Lingering concerns remain over tax changes
David Rotfleisch says proposed federal tax changes will still adversely affect lawyers who have incorporated their practices. Photo: Robin Kuniski

Despite the federal government’s scaling back of some of its proposed tax reforms for professional corporations, tax lawyers say the revised changes could still have unfavourable effects on lawyers and their clients.

In July, the government announced three proposals, which included restricting income sprinkling for business owners, barring the practice of transforming dividend income into capital gains and closing a loophole that allows business owners to pay lower taxes on passive investment income held in a corporation.

After facing criticism from lawyers and other professionals concerned that their wallets would be unfairly targeted by the changes, federal Finance Minister Bill Morneau altered the proposals and abandoned the capital gains reform.

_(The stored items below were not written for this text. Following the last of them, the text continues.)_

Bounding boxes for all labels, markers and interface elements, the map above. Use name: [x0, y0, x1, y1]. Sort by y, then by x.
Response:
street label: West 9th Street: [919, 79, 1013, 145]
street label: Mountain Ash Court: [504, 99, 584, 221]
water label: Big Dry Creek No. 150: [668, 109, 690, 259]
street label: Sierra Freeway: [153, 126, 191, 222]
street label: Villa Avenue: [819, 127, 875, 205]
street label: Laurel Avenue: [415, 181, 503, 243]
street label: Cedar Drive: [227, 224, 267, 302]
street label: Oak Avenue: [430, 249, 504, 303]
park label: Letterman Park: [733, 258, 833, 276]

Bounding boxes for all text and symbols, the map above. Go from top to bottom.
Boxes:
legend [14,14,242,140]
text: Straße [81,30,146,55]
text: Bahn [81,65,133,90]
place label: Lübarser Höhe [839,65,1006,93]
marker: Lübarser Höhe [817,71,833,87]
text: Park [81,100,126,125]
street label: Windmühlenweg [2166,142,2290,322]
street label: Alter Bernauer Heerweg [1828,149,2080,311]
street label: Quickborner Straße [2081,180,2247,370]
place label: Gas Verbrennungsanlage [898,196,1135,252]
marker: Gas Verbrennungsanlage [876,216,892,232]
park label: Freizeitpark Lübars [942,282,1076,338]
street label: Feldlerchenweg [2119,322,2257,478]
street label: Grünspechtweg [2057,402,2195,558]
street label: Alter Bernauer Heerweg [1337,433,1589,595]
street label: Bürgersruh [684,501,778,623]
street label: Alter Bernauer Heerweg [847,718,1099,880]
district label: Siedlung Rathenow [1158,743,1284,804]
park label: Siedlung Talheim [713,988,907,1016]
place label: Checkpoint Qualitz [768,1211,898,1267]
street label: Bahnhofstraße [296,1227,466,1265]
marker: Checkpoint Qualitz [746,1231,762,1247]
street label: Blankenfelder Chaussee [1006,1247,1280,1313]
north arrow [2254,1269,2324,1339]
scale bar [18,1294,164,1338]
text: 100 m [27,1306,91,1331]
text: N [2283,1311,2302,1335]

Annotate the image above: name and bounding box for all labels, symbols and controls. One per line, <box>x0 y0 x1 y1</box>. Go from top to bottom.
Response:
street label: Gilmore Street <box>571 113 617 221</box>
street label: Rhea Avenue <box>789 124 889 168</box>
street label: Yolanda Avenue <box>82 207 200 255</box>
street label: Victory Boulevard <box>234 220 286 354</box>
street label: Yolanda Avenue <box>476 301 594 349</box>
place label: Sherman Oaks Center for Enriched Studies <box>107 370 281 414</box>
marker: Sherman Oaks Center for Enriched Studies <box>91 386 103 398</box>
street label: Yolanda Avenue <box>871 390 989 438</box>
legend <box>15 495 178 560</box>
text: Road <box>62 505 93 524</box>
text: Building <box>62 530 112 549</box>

The draft legislation the government recently unveiled in mid-December will curtail income sprinkling, except for a number of exemptions. Those family members who would be exempt would include spouses, as long as they had “meaningfully contributed” to the business and if the owner is 65 or older.

Others who would qualify would be members of the business owner’s family who are adults over the age of 18 who have worked at the corporation for at least 20 hours a week during any of the previous five years and those over 25 who own at least 10 per cent of the company that is not a professional corporation and earns less than 90 per cent of its income from the provision of its services.

If none of the exceptions apply, family members who are 25 and older will have to undergo a subjective “reasonableness test” to determine how much income can be subject to income sprinkling.

While the revised changes were more palatable than the original proposal to some business owners, tax lawyers say practitioners who are incorporated could still be impacted.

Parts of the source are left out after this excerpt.